In some cases of collapse, the country is taken over by an outside force, but invariably, as stated above, the rot always starts from within. It’s simply human nature for the majority of any population, when passing through challenging times, to fall prey to promises that, somehow, a change in the form of government can and will result in the elimination of problematic conditions.

民主主義国家が崩壊する場合、外部勢力に乗っ取られるケースもある。

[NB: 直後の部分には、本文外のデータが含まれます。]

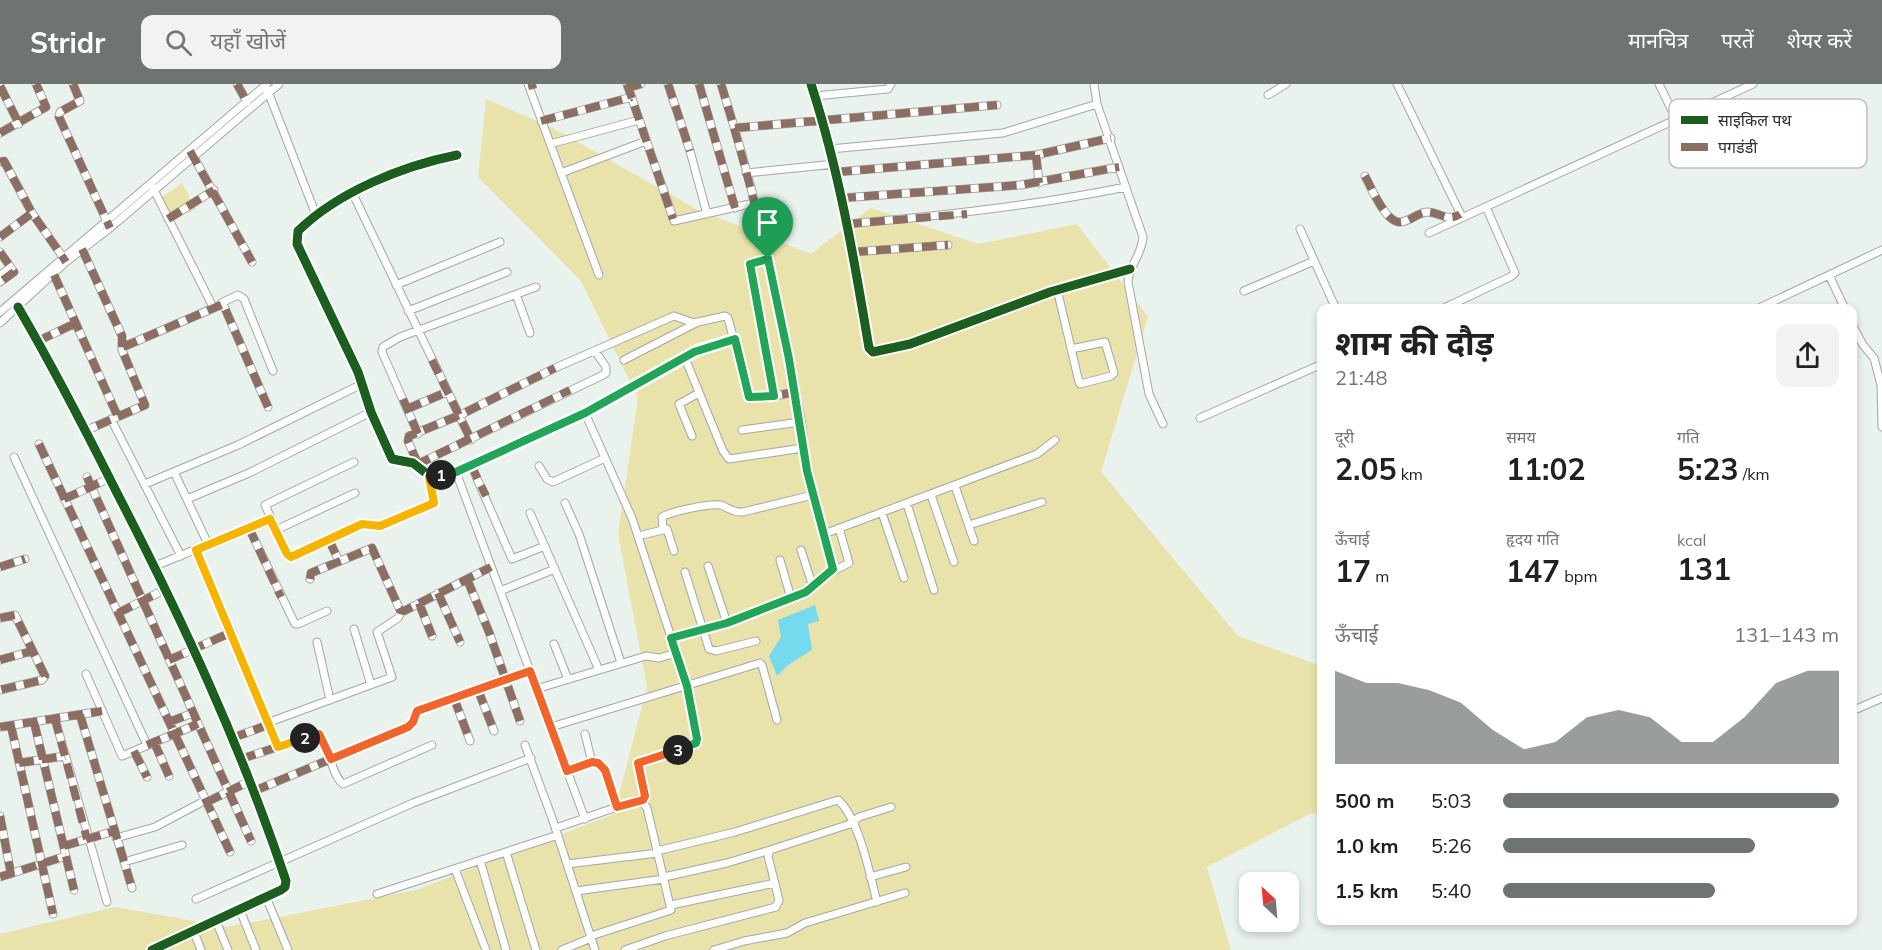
<!DOCTYPE html>
<html lang="hi">
<head>
<meta charset="utf-8">
<style>
	body { margin:0; font-family:Mulish,"Noto Sans Devanagari",sans-serif; background:#f2f2f2; color:#202124; height:100vh; display:flex; flex-direction:column; font-size:22px; white-space:nowrap }
	* { box-sizing:border-box; margin:0 }
	p { font-size:20px; color:#757577 }
	.icon { flex:none; width:33px; height:33px; fill:none; stroke:currentColor; stroke-width:2; stroke-linecap:round; stroke-linejoin:round }
	.map { position:relative; flex:1; overflow:hidden }
	.drawer { position:absolute; left:1317px; top:220px; width:540px; height:621px; display:flex; flex-direction:column; background:#fff; border-radius:12px; box-shadow:0 3px 9px #0003 }
	.drawer>* { flex:none }
	.needle { width:39px; rotate:334deg }
	.fabs { position:absolute; left:1239px; top:788px; display:grid; gap:12px }
	.fabs a { display:grid; place-items:center; width:60px; height:60px; border-radius:12px; background:#fff; box-shadow:0 3px 9px #0003; font-size:30px }
	.pin { position:absolute; display:grid; place-items:center; width:51px; height:51px; color:#fff; margin:-62px -26px; border-radius:50% 50% 50% 0; rotate:-45deg; box-shadow:0 0 6px #0007 }
	.pin .icon { rotate:45deg }
	.km { position:absolute; width:30px; height:30px; margin:-15px; border-radius:50%; background:#222; color:#fff; font-size:16px; line-height:30px; text-align:center }
	.round { display:grid; place-items:center; flex:none; width:63px; height:63px; border-radius:12px; background:#f2f2f2 }
	.overview { display:flex; align-items:center; justify-content:space-between; height:102px; padding:0 18px }
	h1 { font-size:33px; font-weight:700; line-height:45px }
	.stats { display:grid; grid-template-columns:repeat(3,1fr); gap:9px; height:102px; padding:6px 18px }
	.stats div { display:grid; align-content:center }
	.stats b { font-size:30px; font-weight:700 }
	.stats small { font-size:16px; font-weight:400 }
	.stats p { font-size:16px }
	.chart { height:168px; padding:12px 18px }
	.chart p { display:flex; justify-content:space-between }
	.chart svg { width:100%; height:108px; margin-top:6px; fill:#6e7571; opacity:.7 }
	ul { padding:0 18px; list-style:none; font-size:20px }
	li { display:grid; grid-template-columns:96px 72px 1fr; align-items:center; height:45px }
	li i { height:15px; border-radius:8px; background:#6e7571 }
	header { display:flex; align-items:center; gap:36px; box-sizing:border-box; height:84px; padding:0 30px; background:#6e7571; color:#fff }
	header strong { font-size:28px }
	nav { display:flex; gap:33px; margin-inline-start:auto; font-size:21px }
	.search { width:420px; height:54px; background:#f2f2f2; display:flex; align-items:center; gap:15px; box-sizing:border-box; padding:0 21px; border-radius:12px; color:#757577; font-size:22px }
	.map>svg:first-child { display:block }
	.green { fill:#e9e3ab }
	.water { fill:#76daee }
	.lines { fill:none; stroke-linecap:round; stroke-linejoin:round }
	.minor-casing { stroke:#a2a8a4; stroke-width:9 }
	.minor { stroke:#fcfdfc; stroke-width:7 }
	.quiet { stroke:#8d6e63; stroke-width:8; stroke-dasharray:15 8; stroke-linecap:butt }
	.cycleway-casing { stroke:#fff; stroke-width:13 }
	.cycleway { stroke:#1b5e20; stroke-width:9 }
	.split-1-casing { stroke:#fff; stroke-width:12 }
	.split-2-casing { stroke:#fff; stroke-width:12 }
	.split-3-casing { stroke:#fff; stroke-width:12 }
	.split-4-casing { stroke:#fff; stroke-width:12 }
	.split-1 { stroke:#22a559; stroke-width:8 }
	.split-2 { stroke:#f5b400; stroke-width:8 }
	.split-3 { stroke:#f0652b; stroke-width:8 }
	.split-4 { stroke:#22a559; stroke-width:8 }
	.key { fill:#fff; stroke:#bfc1c0; stroke-width:1.5 }
	.key-label { font-size:16px; fill:#2b312e }
</style>
</head>
<body>
<header>
<strong>Stridr</strong>
<div class="search"><svg class="icon" aria-label="search" viewBox="0 0 24 24"><circle cx="10" cy="10" r="6"/><path d="M15 15l6 6"/></svg>यहाँ खोजें</div>
<nav><a>मानचित्र</a><a>परतें</a><a>शेयर करें</a></nav>
</header>
<div class="map">
<svg width="1882" height="866" viewBox="0 0 1882 866">
	<rect width="100%" height="100%" fill="#eaf2ed"/>
	<path class="green" d="M486,15L551,43L698,126L811,170L871,124L978,160L1077,140L1148,233L1101,388L1238,552L1321,582V728L1310,730L1207,783L1231,866H0V850L115,823L228,843L416,806L614,730L647,603L618,450L638,314L581,197L478,93Z
		M182,99L196,125L189,129L186,125L172,133L161,114Z"/>
	<path class="water" d="M815,521L819,537L808,540L812,566L788,581L777,592L769,572L781,553L778,536Z"/>
	<g class="lines">
		<g class="minor-casing">
			<path id="minor" d="M73,0L80,17L60,28L59,33L108,140
				M237,0L247,18
				M528,0L599,191
				M627,0L674,137L754,119
				M668,0L690,67L707,130
				M699,0L735,124
				M811,0C839,86 854,174 869,264L873,268L910,260L1050,208L1130,185
				M1094,0L1097,20L1143,153C1141,174 1129,180 1128,198L1149,310L1163,340
				M1397,0L1462,133
				M1659,0L1677,37
				M0,2L19,40
				M628,4L641,0
				M267,5L316,131
				M1268,11L1286,0
				M815,12L888,5L891,0
				M541,37L632,13
				M735,44L997,21
				M0,49L46,23L36,0
				M550,60L639,36
				M830,65L1003,49L1097,20
				M191,68L252,178
				M457,71C402,82 338,108 298,147L297,160L358,288L371,328L392,375L413,379L431,393L456,388L471,381L585,329L698,266L735,255
				M1036,71L1039,99
				M0,78L4,77L32,129L65,176
				M837,88L1036,71L1111,54
				M561,89L646,57
				M746,89L835,80
				M1365,92C1371,104 1386,140 1401,138C1410,137 1417,129 1427,128C1439,128 1448,138 1459,131
				M152,102L213,223
				M353,110L471,356
				M841,114L1021,101L1119,83
				M168,135L214,106
				M847,140C941,132 1033,122 1126,103
				M1300,145L1336,225
				M1429,149L1753,0
				M0,153L32,129
				M82,165L122,252V266L145,321L87,346
				M0,168L14,188L0,198
				M853,168L948,161
				M768,175L750,180L774,312L795,308
				M54,191L118,333
				M1829,191L1845,225
				M0,192L10,183
				M396,201L500,158
				M1057,205L1079,298L1080,300L1111,292L1114,289L1105,258L1071,265
				M1244,207L1314,177
				M516,210L530,249
				M221,219L238,211L244,215L273,287
				M18,223C53,283 85,345 116,407C181,533 241,662 286,797L285,803L281,806L152,866
				M1442,225L1510,193L1515,189L1486,123
				M1757,225L1882,166
				M408,227L507,188
				M0,228L267,0
				M0,239L66,178L110,144L279,0
				M1852,240L1863,261L1874,274L1881,301L1882,343
				M38,257L76,239
				M123,263L223,220L268,323
				M685,274L723,367L729,375L803,364C805,345 796,313 792,292C775,194 751,95 721,0
				M624,276L696,239
				M407,325L447,308
				M585,329L632,434L687,602L697,655L691,662L638,679C636,692 648,704 643,716
				M1200,334L1322,280
				M111,335L181,472
				M742,346L800,338
				M418,350L382,268L383,263L400,253L536,203
				M692,352L679,320L699,309
				M39,360L230,768
				M14,373L147,661
				M354,378L265,421L289,473L361,440L380,442L434,419L429,393
				M418,380L408,357L409,352L460,331L555,284L674,232L694,239L725,232L728,234L749,313L774,312
				M416,381L603,291L606,289V283L595,267
				M471,381L512,475L545,462
				M539,382L547,395L553,398L605,374
				M174,388L208,460
				M456,388L585,735
				M87,393L251,757
				M145,400L238,361L362,300
				M955,402L974,457
				M931,411L954,478
				M64,415L110,394
				M187,415L249,389L371,328
				M565,419L579,450L621,579
				M907,420L934,506
				M530,429L599,586
				M882,429L904,494
				M969,441L1042,418
				M249,444L295,540H298L327,527
				M663,444L662,433C670,428 709,419 720,421C728,423 733,429 743,428L813,411
				M276,446L355,409
				M824,450L1037,370L1055,356
				M638,452L667,445L674,467
				M329,456L339,477
				M196,466L278,663
				M801,466L813,503
				M780,476L791,514
				M155,482L270,435
				M708,482L727,539
				M0,483L25,475
				M833,487L849,479L839,444
				M685,488L709,565L716,567L756,557
				M310,495L311,489L372,464L400,526L404,527L491,483
				M467,495L489,548L520,637
				M500,507L555,485
				M438,509L460,558
				M419,519L432,552
				M118,529L166,505
				M0,534L15,531L45,592L42,596L0,606
				M354,545L371,601
				M671,553L727,539L806,508L833,487L803,364
				M317,558L330,616
				M554,560L568,595
				M0,576L32,567
				M169,576L232,548
				M86,590L122,672L198,640
				M536,605L646,572L659,574L676,569
				M478,606L494,647
				M454,614L470,657
				M1852,627L1882,614
				M80,631L132,804
				M55,635L107,818
				M34,638L74,806
				M169,638L193,629
				M267,639L392,593L377,548L398,534L402,527
				M11,642L53,830
				M0,643L102,627
				M551,643L760,579L762,581L777,636
				M232,654L268,641
				M154,658L169,692
				M525,661L552,734L595,866
				M134,667L147,693
				M241,675L318,650C330,662 331,691 343,700L432,661
				M19,679L65,672
				M592,679H599L605,686L617,723
				M567,687L592,679L585,650
				M254,707L408,643L413,638L417,627L530,587
				M207,718L250,697
				M0,732L11,790
				M556,744L640,715L647,724L671,826L591,852
				M116,754L155,743L206,716
				M64,762L114,747
				M657,767L735,748L838,716C859,734 870,791 877,818
				M506,768L536,866
				M480,776L506,866
				M124,778L182,761
				M567,780L658,769
				M455,785L486,866
				M0,793L66,772
				M664,793L727,779L770,766
				M870,793L906,783
				M576,807L664,795
				M377,810L558,751
				M266,813L288,866
				M196,815L413,719L531,674
				M671,821L775,799
				M240,826L256,866
				M216,837L228,866
				M194,848L201,866
				M562,866L591,854
				M625,866L665,852L776,823L779,816L768,772L770,766L850,740L859,733L891,723
				M714,866L744,857L787,849L805,839L905,809"/>
		</g>
		<use href="#minor" class="minor"/>
		<path class="quiet" d="M73,0L80,17L60,28L59,33L110,144
			M237,0L247,18
			M627,0L673,135
			M668,0L690,67
			M699,0L735,124
			M721,0C757,117 784,237 803,358
			M0,2L19,40
			M528,2L536,0
			M628,4L641,0
			M541,37L632,13
			M735,44L997,21
			M0,49L46,23L36,0
			M190,67L252,178
			M1036,71L1039,99
			M0,78L4,77L32,129L66,178
			M837,88L1036,71L1111,54
			M1365,92C1372,104 1386,141 1402,138C1411,137 1418,128 1428,128C1440,129 1449,138 1460,130
			M841,114L1021,101L1119,83
			M168,135L214,106
			M847,140L967,130
			M0,153L32,129
			M82,165L122,252V266L145,321L87,346
			M0,168L14,188L0,198
			M853,168L948,161
			M768,175L750,180L774,312L795,308
			M54,191L118,333
			M38,257L76,239
			M123,263L223,220L268,323
			M432,276L471,356
			M403,315L418,350
			M407,325L447,308
			M39,360L230,768
			M418,380L408,357L409,352L460,331L555,284
			M416,381L570,306
			M471,381L486,412
			M87,393L251,757
			M64,415L110,394
			M249,444L281,513
			M329,456L339,477
			M0,483L25,475
			M310,495L311,489L372,464L400,526L404,527L491,483
			M467,495L489,548L520,637
			M438,509L460,558
			M419,519L432,552
			M118,529L166,505
			M0,534L15,531L45,592L42,596L0,606
			M0,576L32,567
			M169,576L232,548
			M478,606L494,647
			M454,614L470,657
			M422,625L530,587
			M80,631L132,804
			M55,635L87,755
			M34,638L74,806
			M169,638L193,629
			M11,642L53,830
			M0,643L102,627
			M232,654L268,641
			M154,658L169,692
			M147,661L198,640
			M134,667L147,693
			M241,675L313,651
			M19,679L65,672
			M254,707L372,658
			M207,718L250,697
			M0,732L11,790
			M64,762L114,747
			M0,793L66,772"/>
		<g class="cycleway-casing">
			<path id="cycleway" d="M811,0C839,86 854,174 869,264L873,268L910,260L1050,208L1130,185
				M457,71C402,82 338,108 298,147L297,160L358,288L371,328L392,375L413,379L431,393L456,388L471,381L585,329L698,266L735,255
				M18,223C53,283 85,345 116,407C181,533 241,662 286,797L285,803L281,806L152,866"/>
		</g>
		<use href="#cycleway" class="cycleway"/>
	</g>
	<g class="lines">
		<g class="split-1-casing">
			<path id="split-1" d="M441,391L456,388L585,329L694,268L735,255L749,313L774,312L750,180L768,175"/>
		</g>
		<g class="split-2-casing">
			<path id="split-2" d="M305,654L278,663L196,466L270,435L287,470L291,473L362,440L380,442L434,419L429,393L441,391"/>
		</g>
		<g class="split-3-casing">
			<path id="split-3" d="M305,654L319,650L331,675L408,643L413,638L417,627L530,587L567,687L592,678L598,679L605,686L617,723L643,716L645,712L638,679L678,666"/>
		</g>
		<g class="split-4-casing">
			<path id="split-4" d="M678,666L696,659L697,655L687,602L671,554L727,539L806,508L833,485L807,387L789,275L768,175"/>
		</g>
		<use href="#split-1" class="split-1"/>
		<use href="#split-2" class="split-2"/>
		<use href="#split-3" class="split-3"/>
		<use href="#split-4" class="split-4"/>
	</g>
	<rect x="1669" y="15" width="198" height="69" rx="9" class="key"/>
	<rect x="1681" y="32" width="27" height="8" fill="#1b5e20"/>
	<rect x="1681" y="59" width="27" height="8" fill="#8d6e63"/>
	<g class="key-label">
		<text x="1718" y="42">साइकिल पथ</text>
		<text x="1718" y="69">पगडंडी</text>
	</g>
</svg>
<div class="fabs">
<a><svg class="needle" viewBox="-14 -14 28 28"><path d="M0-13l5 13h-10z" fill="#e53935"/><path d="M0 13l5-13h-10z" fill="#757577"/></svg></a>
</div>
<div class="pin" style="left:768px;top:175px;background:#1e9e55"><svg class="icon" aria-label="arrive" viewBox="0 0 24 24"><path d="M6 21V4h12l-3 4 3 4H6"/></svg></div>
<b class="km" style="left:441px;top:391px">1</b>
<b class="km" style="left:305px;top:654px">2</b>
<b class="km" style="left:678px;top:666px">3</b>
<section class="drawer">
<div class="overview"><div><h1>शाम की दौड़</h1><p>21:48</p></div><a class="round"><svg class="icon" aria-label="share" viewBox="0 0 24 24"><path d="M12 15V3M7 8l5-5 5 5M5 13v7h14v-7"/></svg></a></div>
<div class="stats">
<div><p>दूरी</p><b>2.05<small> km</small></b></div>
<div><p>समय</p><b>11:02</b></div>
<div><p>गति</p><b>5:23<small> /km</small></b></div>
</div>
<div class="stats">
<div><p>ऊँचाई</p><b>17<small> m</small></b></div>
<div><p>हृदय गति</p><b>147<small> bpm</small></b></div>
<div><p>kcal</p><b>131</b></div>
</div>
<div class="chart"><p><span>ऊँचाई</span>131–143 m</p>
<svg viewBox="0 0 160 44" preserveAspectRatio="none"><path d="M0 44V6L10 11L20 11L30 14L40 19L50 30L60 38L70 35L80 25L90 22L100 25L110 35L120 35L130 25L140 11L150 6L160 6V44z"/></svg>
</div>
<ul>
<li><b>500 m</b>5:03<i style="width:100%"></i></li>
<li><b>1.0 km</b>5:26<i style="width:75%"></i></li>
<li><b>1.5 km</b>5:40<i style="width:63%"></i></li>
</ul>
</section>
</div>
</body>
</html>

しかし上述のごとく、腐敗の発端はつねに内部にある。これは人間性というしかないが、辛い時代を経験すると国民の大多数はとにかく政治体制を変えよう、そうずれば問題は解決する。その手の空約束の餌食になるのだ。

But how do those who make such claims sell their ideas? Do they suggest that everyone should work harder and practice a greater level of abnegation?

だが、変革主唱者はどうやって己の主張を納得させるのか?もっと一生懸命働き、より一層つましい生活を心がけろとでも言うのか?

Well, no. Although such people may exist and may even become outspoken, they are, historically, never the individuals whom the majority of the population follow. Invariably, the majority (having become complacent and pathetic), choose those who promise to take from one group and share the spoils amongst those who are less productive.

もちろんそうではない。あけすけにそう主張する人間も中にはいるだろうが、歴史を振り返ると国民の多数が従うのはそういう候補者ではない。慢心の時と悲観の時をともに味わった彼らが従うのは、万古一律、富める者から奪って生産手段を持たぬ国民に分け与えそうと公約する候補者なのだ。

As illogical as this promise is, most people, even if they doubt the reality of the claim, tend to think, “Well, it couldn’t be any worse. I might get something, so let’s give it a try.”

そんな公約は筋が通らない。でも同程度に国民の選択も筋が通らない。ほとんどの国民は、政策の実現性に疑問に思う人でさえ、こう考えてしまうのだ。「まあいい。これ以上悪くはなるまい。何がしかもらえるなら、あいつにやらせてみよう」。

危機の兆候

どうでしょうか?現在の世界に通じるものを感じませんか?

もし民主主義が放漫財政から独裁へ至ることで崩壊するなら、バブル後の日本も、リーマンショック後(あるいはポストコロナ)のアメリカも独裁への道を歩んでいるように見えます。打ち出の小槌よろしく繰り出されている金融緩和や財政出動は本質的にすべてbenefits from the public treasury(国庫からの給付)だからです。

たとえば、バブル期に「慢心」を体験した日本人はバブル崩壊以降の失政続き(長期デフレ)で次第に「無気力」に陥り、40年もの歳月をやり過ごしてきました。その間、リーマンショックに発する金融危機があり、大きな地震があり、台風の被害にあい、2o2o年追討ちのようにコロナパンデミックに襲われました。自暴自棄になってもおかしくありません。多くの国民は公的援助(国庫からの給付)を求め、自粛要請・休業要請という名の国家的強制に大人しく従い、隷属の度合いを高めています。

記事の筆者はこのような悲劇は降って湧いてくるものではない。事前に警告は発せられていたのだと言っています。

In hindsight, the warning signs have always been there: an increasingly autocratic government, increasingly volatile and irrational political struggles, mounting debt, increased taxation, a declining economy and the removal of basic freedoms “for the greater good.”

結果論になるが、危機の兆候はつねに発せられていた。独裁色を強める政府、振れ幅が大きく非合理な政治闘争の増加、債務の拡大、増税、経済の衰退、「国民みんなのため」と称する基本的自由の剥奪・・・。

コロナショック後の日本では思い当たるフシが多すぎて暗澹たる気分になります。五輪が終われば、終わらないパンデミックが突きつける過酷な現実に向き合わざるをえなくなります。

民主主義そのものへの絶望感、知らぬうちにちょっとずつ民主主義を手放している感覚、救国のヒーローを待望する気分、・・・あやういところへ来ています。